## How to complete this task
The pictures in the data below are to be omitted; all else must be duplicated exactly.

## Supplied data
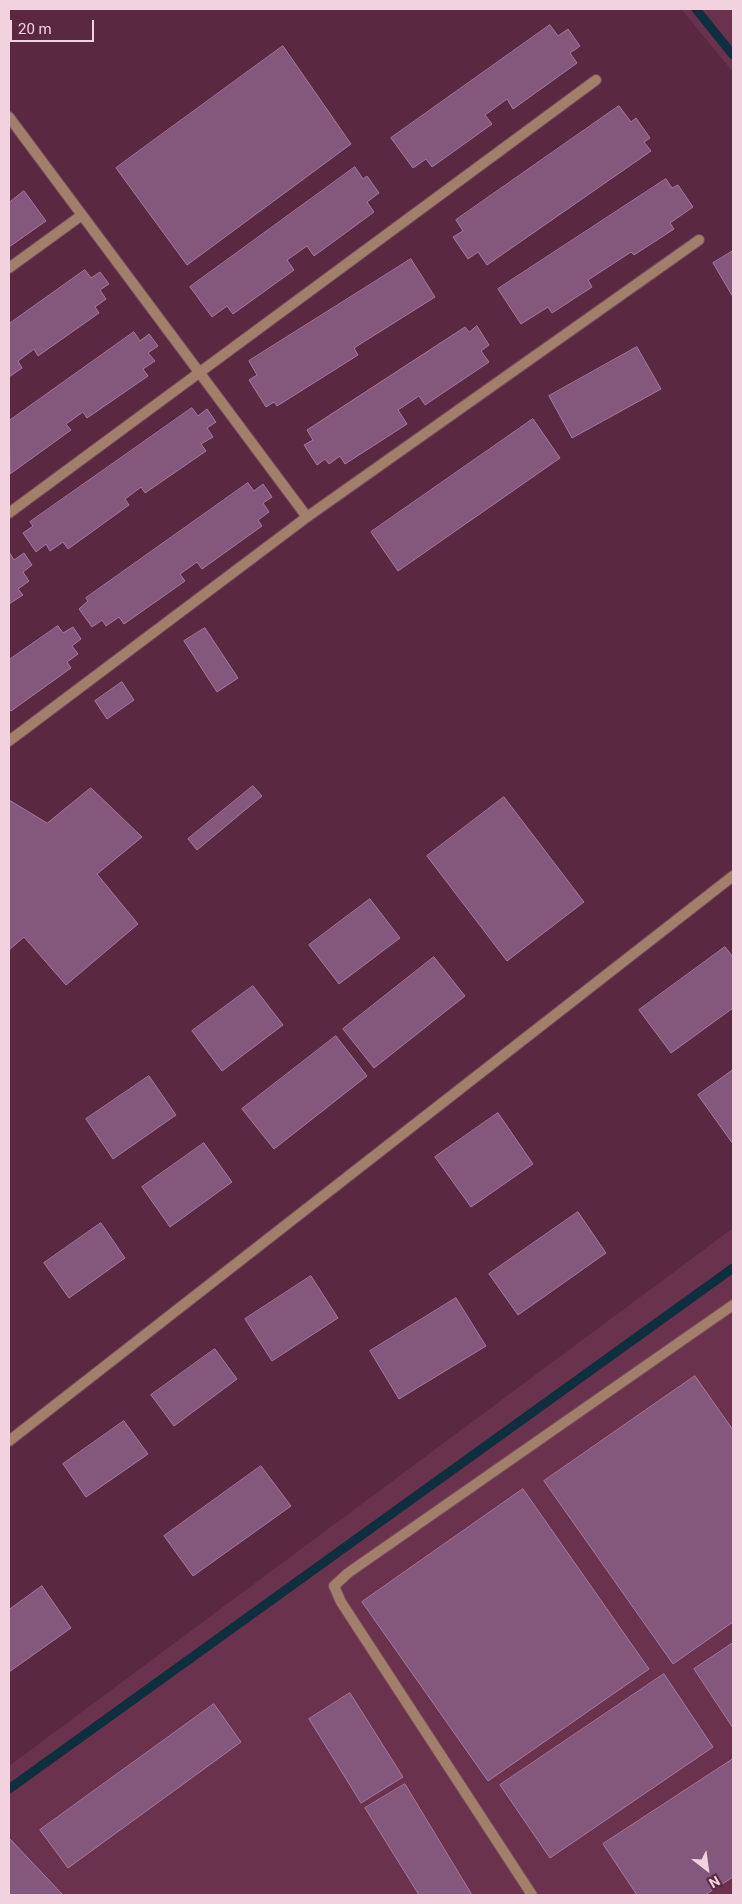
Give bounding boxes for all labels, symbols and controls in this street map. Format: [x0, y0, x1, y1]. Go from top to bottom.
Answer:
scale bar [12, 10, 96, 42]
text: 20 m [18, 20, 52, 38]
north arrow [682, 1844, 732, 1894]
text: N [706, 1873, 723, 1891]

## Exercise answer
Give bounding boxes for all labels, symbols and controls in this street map. Format: [x0, y0, x1, y1]. Go from top to bottom.
Answer:
scale bar [12, 10, 96, 42]
text: 20 m [18, 20, 52, 38]
north arrow [682, 1844, 732, 1894]
text: N [706, 1873, 723, 1891]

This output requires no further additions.